Task objective: Your answer must contain each line of the listing in which "breaks" appears, copied in full.

Data records:
[Start of section]
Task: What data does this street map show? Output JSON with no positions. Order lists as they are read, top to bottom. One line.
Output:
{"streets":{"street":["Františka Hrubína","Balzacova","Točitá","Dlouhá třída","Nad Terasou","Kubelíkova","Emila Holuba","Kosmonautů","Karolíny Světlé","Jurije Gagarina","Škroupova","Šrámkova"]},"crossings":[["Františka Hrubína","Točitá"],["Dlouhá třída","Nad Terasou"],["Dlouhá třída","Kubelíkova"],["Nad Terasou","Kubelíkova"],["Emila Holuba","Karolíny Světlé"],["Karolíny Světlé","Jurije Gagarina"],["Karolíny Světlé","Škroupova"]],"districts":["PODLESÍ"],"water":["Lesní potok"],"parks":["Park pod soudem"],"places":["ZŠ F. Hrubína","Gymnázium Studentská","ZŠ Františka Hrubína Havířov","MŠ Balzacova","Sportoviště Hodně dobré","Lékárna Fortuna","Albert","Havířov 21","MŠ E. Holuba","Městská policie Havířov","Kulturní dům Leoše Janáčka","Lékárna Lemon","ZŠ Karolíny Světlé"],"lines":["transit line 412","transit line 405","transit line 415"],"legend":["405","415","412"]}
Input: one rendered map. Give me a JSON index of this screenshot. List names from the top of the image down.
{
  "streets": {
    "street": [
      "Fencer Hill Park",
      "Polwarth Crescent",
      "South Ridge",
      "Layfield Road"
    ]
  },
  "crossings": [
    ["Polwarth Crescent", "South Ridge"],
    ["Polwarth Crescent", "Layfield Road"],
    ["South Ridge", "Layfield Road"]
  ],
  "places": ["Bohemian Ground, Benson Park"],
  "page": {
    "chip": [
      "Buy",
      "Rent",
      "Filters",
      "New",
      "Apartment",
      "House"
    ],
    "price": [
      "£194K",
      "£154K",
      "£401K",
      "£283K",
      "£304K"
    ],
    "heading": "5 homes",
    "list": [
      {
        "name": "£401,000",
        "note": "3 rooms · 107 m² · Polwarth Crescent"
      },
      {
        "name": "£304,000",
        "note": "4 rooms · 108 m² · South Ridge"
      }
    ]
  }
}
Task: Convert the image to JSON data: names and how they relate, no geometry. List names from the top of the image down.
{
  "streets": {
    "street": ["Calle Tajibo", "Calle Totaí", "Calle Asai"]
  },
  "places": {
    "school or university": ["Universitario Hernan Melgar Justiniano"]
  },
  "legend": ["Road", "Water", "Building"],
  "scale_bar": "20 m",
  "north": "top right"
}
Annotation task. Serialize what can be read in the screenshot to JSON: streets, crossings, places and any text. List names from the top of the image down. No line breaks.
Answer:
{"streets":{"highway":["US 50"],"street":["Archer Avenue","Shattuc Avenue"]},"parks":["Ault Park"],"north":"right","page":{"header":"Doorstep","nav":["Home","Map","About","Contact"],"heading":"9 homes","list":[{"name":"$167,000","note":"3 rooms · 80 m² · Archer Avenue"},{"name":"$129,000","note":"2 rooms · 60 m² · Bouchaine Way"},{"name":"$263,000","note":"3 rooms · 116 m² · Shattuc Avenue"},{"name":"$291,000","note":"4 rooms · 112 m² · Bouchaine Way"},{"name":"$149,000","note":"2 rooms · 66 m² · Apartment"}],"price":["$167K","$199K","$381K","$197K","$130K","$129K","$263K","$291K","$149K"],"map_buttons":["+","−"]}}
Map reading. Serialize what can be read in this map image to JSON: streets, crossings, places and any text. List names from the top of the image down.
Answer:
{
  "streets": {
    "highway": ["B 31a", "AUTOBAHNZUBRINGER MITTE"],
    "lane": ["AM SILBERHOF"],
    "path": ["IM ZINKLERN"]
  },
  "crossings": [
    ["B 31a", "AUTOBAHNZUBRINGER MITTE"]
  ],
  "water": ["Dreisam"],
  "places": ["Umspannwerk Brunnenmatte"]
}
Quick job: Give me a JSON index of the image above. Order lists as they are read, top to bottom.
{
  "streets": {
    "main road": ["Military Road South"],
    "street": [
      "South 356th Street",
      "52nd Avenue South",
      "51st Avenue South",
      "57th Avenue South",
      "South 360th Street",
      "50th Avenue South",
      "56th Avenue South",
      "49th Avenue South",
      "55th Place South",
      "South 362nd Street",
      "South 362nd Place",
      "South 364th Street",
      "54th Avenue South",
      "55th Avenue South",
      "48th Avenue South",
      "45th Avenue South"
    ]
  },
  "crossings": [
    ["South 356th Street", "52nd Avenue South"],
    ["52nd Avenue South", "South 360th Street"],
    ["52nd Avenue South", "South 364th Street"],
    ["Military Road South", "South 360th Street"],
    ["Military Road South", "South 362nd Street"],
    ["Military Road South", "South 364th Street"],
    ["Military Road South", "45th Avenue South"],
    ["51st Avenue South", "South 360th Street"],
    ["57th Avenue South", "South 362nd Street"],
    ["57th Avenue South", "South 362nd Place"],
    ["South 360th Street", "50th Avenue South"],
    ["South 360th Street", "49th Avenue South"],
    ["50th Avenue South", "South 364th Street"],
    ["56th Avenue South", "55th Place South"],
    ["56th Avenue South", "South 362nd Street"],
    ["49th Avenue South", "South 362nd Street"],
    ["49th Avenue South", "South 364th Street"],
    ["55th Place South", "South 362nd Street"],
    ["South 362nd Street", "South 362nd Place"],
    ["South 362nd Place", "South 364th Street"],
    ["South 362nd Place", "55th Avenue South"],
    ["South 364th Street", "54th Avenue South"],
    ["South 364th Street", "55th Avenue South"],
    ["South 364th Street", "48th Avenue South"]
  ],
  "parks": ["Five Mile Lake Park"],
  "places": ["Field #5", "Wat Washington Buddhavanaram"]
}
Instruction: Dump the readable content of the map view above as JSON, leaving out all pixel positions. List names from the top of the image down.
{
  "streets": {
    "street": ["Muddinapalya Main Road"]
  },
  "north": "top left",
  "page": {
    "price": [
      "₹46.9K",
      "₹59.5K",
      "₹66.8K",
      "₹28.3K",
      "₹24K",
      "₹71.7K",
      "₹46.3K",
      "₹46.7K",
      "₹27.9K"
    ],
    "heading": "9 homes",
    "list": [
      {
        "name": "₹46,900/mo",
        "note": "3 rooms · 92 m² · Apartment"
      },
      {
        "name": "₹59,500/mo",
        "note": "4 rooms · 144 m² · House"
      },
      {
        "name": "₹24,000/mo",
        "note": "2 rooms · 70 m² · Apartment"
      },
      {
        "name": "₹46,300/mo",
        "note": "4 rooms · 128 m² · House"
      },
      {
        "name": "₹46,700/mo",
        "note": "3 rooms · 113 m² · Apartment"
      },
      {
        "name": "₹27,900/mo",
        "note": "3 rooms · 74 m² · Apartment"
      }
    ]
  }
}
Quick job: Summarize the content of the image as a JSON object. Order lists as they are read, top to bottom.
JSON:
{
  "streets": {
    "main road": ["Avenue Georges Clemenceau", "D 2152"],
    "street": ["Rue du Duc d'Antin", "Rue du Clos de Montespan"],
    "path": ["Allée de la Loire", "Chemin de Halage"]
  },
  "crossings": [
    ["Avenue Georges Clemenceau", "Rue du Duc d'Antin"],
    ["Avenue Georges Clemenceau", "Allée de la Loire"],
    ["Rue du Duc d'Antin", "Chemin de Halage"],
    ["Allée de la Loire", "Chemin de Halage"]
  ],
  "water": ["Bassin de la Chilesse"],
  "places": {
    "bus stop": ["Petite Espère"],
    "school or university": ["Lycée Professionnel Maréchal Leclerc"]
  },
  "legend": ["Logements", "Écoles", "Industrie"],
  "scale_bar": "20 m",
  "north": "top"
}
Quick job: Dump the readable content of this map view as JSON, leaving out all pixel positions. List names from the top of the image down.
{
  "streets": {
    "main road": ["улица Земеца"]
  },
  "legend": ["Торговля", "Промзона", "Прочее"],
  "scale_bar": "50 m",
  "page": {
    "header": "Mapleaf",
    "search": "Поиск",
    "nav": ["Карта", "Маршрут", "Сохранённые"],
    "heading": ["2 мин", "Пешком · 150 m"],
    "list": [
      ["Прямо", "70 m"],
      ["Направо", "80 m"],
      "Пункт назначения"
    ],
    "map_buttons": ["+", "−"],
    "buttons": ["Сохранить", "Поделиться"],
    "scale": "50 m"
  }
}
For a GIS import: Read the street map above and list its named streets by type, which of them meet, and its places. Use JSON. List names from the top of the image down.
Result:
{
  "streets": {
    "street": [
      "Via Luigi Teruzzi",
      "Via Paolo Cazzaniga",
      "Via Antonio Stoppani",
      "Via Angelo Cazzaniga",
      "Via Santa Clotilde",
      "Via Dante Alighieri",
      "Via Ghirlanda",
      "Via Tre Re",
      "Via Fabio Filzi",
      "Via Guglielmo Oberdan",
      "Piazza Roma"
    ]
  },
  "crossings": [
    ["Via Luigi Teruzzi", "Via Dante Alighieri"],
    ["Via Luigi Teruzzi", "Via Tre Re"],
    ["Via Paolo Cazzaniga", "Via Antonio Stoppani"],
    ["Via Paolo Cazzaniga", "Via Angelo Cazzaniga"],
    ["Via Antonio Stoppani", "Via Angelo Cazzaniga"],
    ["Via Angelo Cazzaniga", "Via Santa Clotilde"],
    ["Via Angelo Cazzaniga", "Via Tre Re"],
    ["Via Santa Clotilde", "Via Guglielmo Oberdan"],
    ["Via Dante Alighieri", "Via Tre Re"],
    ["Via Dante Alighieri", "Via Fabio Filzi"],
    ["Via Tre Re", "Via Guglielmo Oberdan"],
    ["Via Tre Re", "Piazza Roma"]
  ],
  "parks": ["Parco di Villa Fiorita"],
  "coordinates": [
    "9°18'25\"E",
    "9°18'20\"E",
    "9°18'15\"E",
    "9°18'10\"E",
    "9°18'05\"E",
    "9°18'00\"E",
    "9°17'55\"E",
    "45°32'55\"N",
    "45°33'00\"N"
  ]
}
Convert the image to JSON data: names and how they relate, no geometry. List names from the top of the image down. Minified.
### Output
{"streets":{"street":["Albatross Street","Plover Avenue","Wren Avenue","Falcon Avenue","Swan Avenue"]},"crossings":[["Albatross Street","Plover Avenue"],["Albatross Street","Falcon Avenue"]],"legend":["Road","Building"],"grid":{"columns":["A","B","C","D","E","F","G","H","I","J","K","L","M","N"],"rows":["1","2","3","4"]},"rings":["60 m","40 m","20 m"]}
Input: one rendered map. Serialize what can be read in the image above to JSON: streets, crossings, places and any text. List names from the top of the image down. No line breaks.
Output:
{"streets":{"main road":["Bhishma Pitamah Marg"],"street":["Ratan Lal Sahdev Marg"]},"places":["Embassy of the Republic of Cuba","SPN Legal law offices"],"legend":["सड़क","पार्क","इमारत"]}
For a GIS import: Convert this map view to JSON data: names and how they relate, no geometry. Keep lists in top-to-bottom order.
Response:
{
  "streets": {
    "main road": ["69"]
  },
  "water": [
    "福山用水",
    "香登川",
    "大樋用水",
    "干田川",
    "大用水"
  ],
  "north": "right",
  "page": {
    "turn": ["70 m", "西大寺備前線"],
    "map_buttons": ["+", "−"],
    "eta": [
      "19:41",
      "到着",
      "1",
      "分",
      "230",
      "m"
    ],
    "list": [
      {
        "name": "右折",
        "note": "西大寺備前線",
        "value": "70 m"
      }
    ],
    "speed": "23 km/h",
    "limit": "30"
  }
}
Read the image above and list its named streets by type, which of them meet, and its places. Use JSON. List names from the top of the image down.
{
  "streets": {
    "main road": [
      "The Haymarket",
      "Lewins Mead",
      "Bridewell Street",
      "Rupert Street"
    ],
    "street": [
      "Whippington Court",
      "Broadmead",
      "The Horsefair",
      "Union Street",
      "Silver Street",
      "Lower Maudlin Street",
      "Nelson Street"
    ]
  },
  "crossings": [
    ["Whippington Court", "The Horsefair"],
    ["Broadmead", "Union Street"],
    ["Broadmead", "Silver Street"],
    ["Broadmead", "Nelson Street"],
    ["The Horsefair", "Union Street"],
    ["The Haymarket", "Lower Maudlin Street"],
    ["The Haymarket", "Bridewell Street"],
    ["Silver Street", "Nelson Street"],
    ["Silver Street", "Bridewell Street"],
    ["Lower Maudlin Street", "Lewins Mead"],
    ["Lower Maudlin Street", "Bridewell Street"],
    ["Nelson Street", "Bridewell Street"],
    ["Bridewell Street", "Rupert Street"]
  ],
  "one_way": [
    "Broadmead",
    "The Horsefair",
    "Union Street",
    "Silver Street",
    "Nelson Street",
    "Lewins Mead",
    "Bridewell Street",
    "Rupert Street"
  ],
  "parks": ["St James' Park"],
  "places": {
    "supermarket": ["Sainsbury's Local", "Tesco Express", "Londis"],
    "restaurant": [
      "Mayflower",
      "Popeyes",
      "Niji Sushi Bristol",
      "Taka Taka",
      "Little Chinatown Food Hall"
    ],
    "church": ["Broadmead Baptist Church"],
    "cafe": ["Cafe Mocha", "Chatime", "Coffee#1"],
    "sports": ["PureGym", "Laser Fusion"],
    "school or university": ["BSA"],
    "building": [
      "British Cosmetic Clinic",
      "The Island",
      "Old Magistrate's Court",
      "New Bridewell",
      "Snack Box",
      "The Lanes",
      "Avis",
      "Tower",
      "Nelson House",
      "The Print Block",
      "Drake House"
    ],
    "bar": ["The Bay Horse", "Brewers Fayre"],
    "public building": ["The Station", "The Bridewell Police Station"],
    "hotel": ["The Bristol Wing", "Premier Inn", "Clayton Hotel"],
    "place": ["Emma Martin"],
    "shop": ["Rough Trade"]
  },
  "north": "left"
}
[End of section]
Response area:
Annotation task. Serialize what can be read in the screenshot to JSON: streets, crossings, places and any text. List names from the top of the image down. No line breaks.
Input: one rendered map. Serialize what can be read in the image above to JSON: streets, crossings, places and any text. List names from the top of the image down. No line breaks.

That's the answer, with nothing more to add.